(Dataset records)

:::

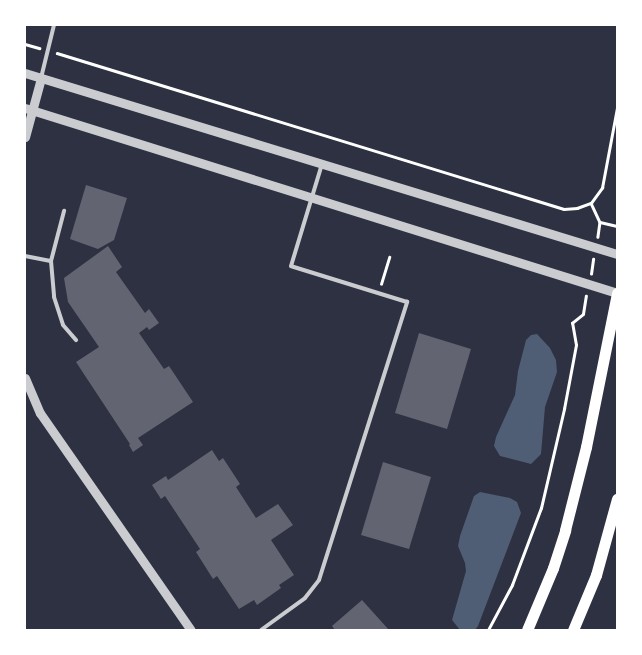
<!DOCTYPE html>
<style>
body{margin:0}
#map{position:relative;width:642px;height:655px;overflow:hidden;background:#2d3142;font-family:"DM Sans",sans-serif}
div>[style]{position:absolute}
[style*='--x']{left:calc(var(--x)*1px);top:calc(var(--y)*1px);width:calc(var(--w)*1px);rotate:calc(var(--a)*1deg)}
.water>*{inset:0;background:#4f5d75}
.building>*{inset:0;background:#626471}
.path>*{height:2.5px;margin:-1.25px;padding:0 1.25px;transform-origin:1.25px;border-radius:1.25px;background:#fff}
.service>*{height:4px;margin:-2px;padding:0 2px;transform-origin:2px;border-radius:2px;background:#caccd0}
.tertiary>*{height:9px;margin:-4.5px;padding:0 4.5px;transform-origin:4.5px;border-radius:4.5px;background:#caccd0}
.primary>*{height:11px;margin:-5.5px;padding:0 5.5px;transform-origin:5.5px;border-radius:5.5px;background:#fff}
span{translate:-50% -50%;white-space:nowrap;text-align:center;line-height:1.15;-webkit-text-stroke:4.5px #fff;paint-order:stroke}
.frame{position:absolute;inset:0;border:26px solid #fff;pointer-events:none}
</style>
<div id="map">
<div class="water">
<i style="clip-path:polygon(537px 334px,550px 348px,556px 360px,557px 372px,545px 407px,541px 454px,531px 464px,500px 456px,494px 446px,496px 437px,515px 395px,518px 371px,526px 340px,531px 335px)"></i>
<i style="clip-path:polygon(480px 492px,510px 498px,517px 502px,521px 513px,478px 626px,475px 630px,460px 630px,452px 620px,466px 571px,465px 563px,458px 546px,460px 536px,474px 496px)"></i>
</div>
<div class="building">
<i style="clip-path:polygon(86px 185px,127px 198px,114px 240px,98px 249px,70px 239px)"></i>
<i style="clip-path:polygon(108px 246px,122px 267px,116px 272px,145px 313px,149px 309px,159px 323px,149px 330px,147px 327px,139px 333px,164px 369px,169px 366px,193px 402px,138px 438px,143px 445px,133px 452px,129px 445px,130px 444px,76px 362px,99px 347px,68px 302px,64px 278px)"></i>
<i style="clip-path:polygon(419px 333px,471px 349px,447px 429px,395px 413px)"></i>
<i style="clip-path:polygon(212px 450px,219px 461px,223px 458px,240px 484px,236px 487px,256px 518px,278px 504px,293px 525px,271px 540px,294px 575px,279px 585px,281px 588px,257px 605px,254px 600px,239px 609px,217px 576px,213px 579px,196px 552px,200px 549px,165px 496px,161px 499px,152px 485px,166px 476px,168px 480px)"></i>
<i style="clip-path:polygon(383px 462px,431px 477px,409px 549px,361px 535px)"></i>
<i style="clip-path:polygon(362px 600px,389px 630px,335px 630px,332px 626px)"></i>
</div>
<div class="path">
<i style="--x:25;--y:44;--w:15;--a:16"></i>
<i style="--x:57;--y:53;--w:530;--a:17.1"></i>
<i style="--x:564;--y:209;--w:13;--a:-4"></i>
<i style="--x:577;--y:208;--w:15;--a:-20"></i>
<i style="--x:591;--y:203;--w:19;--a:-54"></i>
<i style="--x:602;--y:188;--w:81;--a:-79.4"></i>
<i style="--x:591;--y:203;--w:21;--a:65"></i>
<i style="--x:600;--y:222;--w:15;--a:98"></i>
<i style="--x:600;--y:222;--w:17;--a:13"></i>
<i style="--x:591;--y:274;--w:15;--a:-82"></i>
<i style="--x:381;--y:284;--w:28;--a:-73"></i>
<i style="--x:488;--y:630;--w:51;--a:-61.9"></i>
<i style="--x:512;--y:585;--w:82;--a:-69.4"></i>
<i style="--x:541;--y:508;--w:102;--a:-76.9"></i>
<i style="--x:564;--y:409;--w:65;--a:-79.4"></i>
<i style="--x:576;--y:345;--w:22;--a:-100"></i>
<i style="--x:572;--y:323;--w:14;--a:-39"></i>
<i style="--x:583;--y:314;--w:18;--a:-81"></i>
</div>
<div class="service">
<i style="--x:41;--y:78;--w:55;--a:-76.2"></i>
<i style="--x:25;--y:256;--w:26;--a:11"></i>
<i style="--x:51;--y:261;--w:36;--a:85"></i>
<i style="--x:54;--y:297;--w:29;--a:72"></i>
<i style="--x:63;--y:325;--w:20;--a:49"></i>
<i style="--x:51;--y:261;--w:52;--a:-75.4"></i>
<i style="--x:261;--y:630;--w:54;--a:-36"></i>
<i style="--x:305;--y:598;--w:23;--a:-52"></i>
<i style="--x:319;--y:580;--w:292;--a:-72.4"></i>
<i style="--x:407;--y:302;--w:121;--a:-162.8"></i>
<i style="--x:291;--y:266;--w:107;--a:-73.1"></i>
</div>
<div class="tertiary">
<i style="--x:25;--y:73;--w:619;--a:17"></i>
<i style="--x:25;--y:108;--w:620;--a:17.35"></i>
<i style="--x:25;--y:137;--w:61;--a:-74.8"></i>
<i style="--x:25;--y:378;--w:38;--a:67"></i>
<i style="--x:40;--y:413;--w:264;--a:55.2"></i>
</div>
<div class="primary">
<i style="--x:527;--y:630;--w:67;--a:-67.2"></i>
<i style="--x:553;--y:568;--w:40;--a:-72"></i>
<i style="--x:565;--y:530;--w:86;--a:-75.8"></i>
<i style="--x:586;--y:447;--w:157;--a:-78.6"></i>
<i style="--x:573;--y:630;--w:60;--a:-67.3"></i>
<i style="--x:596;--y:575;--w:79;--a:-74.6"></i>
</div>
<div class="frame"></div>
</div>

:::

Description of the task: Find the word "width" in the data and show each line that holds it.

Expected output:
#map{position:relative;width:642px;height:655px;overflow:hidden;background:#2d3142;font-family:"DM Sans",sans-serif}
[style*='--x']{left:calc(var(--x)*1px);top:calc(var(--y)*1px);width:calc(var(--w)*1px);rotate:calc(var(--a)*1deg)}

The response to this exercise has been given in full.